**WHAT THE TASK REQUIRES**
Exactly as they stand, set down the following records once more.

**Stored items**
#####

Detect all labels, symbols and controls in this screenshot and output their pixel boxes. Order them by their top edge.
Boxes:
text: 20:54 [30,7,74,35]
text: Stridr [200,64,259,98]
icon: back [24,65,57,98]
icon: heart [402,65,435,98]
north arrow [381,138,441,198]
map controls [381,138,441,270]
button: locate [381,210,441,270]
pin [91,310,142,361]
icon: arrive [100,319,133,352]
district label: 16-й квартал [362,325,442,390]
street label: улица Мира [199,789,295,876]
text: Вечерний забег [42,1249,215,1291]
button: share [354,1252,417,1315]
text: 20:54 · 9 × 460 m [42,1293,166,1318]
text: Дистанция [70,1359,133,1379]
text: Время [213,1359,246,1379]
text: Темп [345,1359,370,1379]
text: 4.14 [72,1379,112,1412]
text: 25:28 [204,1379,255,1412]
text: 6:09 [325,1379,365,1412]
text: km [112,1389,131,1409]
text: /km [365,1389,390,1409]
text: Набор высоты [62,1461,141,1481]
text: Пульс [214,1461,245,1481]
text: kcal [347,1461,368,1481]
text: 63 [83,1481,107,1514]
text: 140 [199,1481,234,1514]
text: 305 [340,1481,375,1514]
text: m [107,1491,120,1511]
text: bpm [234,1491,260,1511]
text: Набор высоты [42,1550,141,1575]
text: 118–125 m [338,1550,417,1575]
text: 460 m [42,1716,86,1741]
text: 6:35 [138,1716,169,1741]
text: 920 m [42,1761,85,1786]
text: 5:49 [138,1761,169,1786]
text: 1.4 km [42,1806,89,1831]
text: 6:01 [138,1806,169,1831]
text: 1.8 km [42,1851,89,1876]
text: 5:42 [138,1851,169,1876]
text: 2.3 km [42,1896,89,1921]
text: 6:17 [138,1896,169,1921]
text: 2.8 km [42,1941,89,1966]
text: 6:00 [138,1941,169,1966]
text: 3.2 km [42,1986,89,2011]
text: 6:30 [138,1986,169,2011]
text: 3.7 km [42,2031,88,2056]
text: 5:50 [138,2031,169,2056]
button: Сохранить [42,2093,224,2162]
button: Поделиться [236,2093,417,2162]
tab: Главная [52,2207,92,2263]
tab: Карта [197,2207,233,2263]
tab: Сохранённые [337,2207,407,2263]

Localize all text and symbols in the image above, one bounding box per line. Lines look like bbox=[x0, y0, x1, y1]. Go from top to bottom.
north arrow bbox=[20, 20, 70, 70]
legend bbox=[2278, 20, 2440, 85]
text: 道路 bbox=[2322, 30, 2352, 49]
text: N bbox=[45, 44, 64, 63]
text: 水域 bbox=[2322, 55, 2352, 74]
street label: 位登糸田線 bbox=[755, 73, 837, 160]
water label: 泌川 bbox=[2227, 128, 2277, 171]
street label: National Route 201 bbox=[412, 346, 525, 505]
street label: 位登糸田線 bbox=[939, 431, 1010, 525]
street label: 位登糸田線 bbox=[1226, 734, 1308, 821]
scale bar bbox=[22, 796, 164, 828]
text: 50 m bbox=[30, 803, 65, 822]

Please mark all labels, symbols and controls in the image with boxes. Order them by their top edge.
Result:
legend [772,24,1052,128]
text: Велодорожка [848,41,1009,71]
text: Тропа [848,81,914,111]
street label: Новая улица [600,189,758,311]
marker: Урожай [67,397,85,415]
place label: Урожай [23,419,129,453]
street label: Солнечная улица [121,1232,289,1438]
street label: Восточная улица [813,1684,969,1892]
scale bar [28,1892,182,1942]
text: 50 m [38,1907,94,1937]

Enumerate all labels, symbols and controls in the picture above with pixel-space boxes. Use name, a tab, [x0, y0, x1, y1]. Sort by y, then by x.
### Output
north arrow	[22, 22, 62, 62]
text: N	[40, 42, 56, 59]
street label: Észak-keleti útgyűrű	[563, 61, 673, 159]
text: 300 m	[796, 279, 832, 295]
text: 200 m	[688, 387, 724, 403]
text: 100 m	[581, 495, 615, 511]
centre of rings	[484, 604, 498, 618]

#####

**RESPONSE AREA**
Detect all labels, symbols and controls in this screenshot and output their pixel boxes. Order them by their top edge.
Boxes:
text: 20:54 [30,7,74,35]
text: Stridr [200,64,259,98]
icon: back [24,65,57,98]
icon: heart [402,65,435,98]
north arrow [381,138,441,198]
map controls [381,138,441,270]
button: locate [381,210,441,270]
pin [91,310,142,361]
icon: arrive [100,319,133,352]
district label: 16-й квартал [362,325,442,390]
street label: улица Мира [199,789,295,876]
text: Вечерний забег [42,1249,215,1291]
button: share [354,1252,417,1315]
text: 20:54 · 9 × 460 m [42,1293,166,1318]
text: Дистанция [70,1359,133,1379]
text: Время [213,1359,246,1379]
text: Темп [345,1359,370,1379]
text: 4.14 [72,1379,112,1412]
text: 25:28 [204,1379,255,1412]
text: 6:09 [325,1379,365,1412]
text: km [112,1389,131,1409]
text: /km [365,1389,390,1409]
text: Набор высоты [62,1461,141,1481]
text: Пульс [214,1461,245,1481]
text: kcal [347,1461,368,1481]
text: 63 [83,1481,107,1514]
text: 140 [199,1481,234,1514]
text: 305 [340,1481,375,1514]
text: m [107,1491,120,1511]
text: bpm [234,1491,260,1511]
text: Набор высоты [42,1550,141,1575]
text: 118–125 m [338,1550,417,1575]
text: 460 m [42,1716,86,1741]
text: 6:35 [138,1716,169,1741]
text: 920 m [42,1761,85,1786]
text: 5:49 [138,1761,169,1786]
text: 1.4 km [42,1806,89,1831]
text: 6:01 [138,1806,169,1831]
text: 1.8 km [42,1851,89,1876]
text: 5:42 [138,1851,169,1876]
text: 2.3 km [42,1896,89,1921]
text: 6:17 [138,1896,169,1921]
text: 2.8 km [42,1941,89,1966]
text: 6:00 [138,1941,169,1966]
text: 3.2 km [42,1986,89,2011]
text: 6:30 [138,1986,169,2011]
text: 3.7 km [42,2031,88,2056]
text: 5:50 [138,2031,169,2056]
button: Сохранить [42,2093,224,2162]
button: Поделиться [236,2093,417,2162]
tab: Главная [52,2207,92,2263]
tab: Карта [197,2207,233,2263]
tab: Сохранённые [337,2207,407,2263]

Localize all text and symbols in the image above, one bounding box per line. Lines look like bbox=[x0, y0, x1, y1]. Go from top to bottom.
north arrow bbox=[20, 20, 70, 70]
legend bbox=[2278, 20, 2440, 85]
text: 道路 bbox=[2322, 30, 2352, 49]
text: N bbox=[45, 44, 64, 63]
text: 水域 bbox=[2322, 55, 2352, 74]
street label: 位登糸田線 bbox=[755, 73, 837, 160]
water label: 泌川 bbox=[2227, 128, 2277, 171]
street label: National Route 201 bbox=[412, 346, 525, 505]
street label: 位登糸田線 bbox=[939, 431, 1010, 525]
street label: 位登糸田線 bbox=[1226, 734, 1308, 821]
scale bar bbox=[22, 796, 164, 828]
text: 50 m bbox=[30, 803, 65, 822]

Please mark all labels, symbols and controls in the image with boxes. Order them by their top edge.
Result:
legend [772,24,1052,128]
text: Велодорожка [848,41,1009,71]
text: Тропа [848,81,914,111]
street label: Новая улица [600,189,758,311]
marker: Урожай [67,397,85,415]
place label: Урожай [23,419,129,453]
street label: Солнечная улица [121,1232,289,1438]
street label: Восточная улица [813,1684,969,1892]
scale bar [28,1892,182,1942]
text: 50 m [38,1907,94,1937]

Enumerate all labels, symbols and controls in the picture above with pixel-space boxes. Use name, a tab, [x0, y0, x1, y1]. Sort by y, then by x.
### Output
north arrow	[22, 22, 62, 62]
text: N	[40, 42, 56, 59]
street label: Észak-keleti útgyűrű	[563, 61, 673, 159]
text: 300 m	[796, 279, 832, 295]
text: 200 m	[688, 387, 724, 403]
text: 100 m	[581, 495, 615, 511]
centre of rings	[484, 604, 498, 618]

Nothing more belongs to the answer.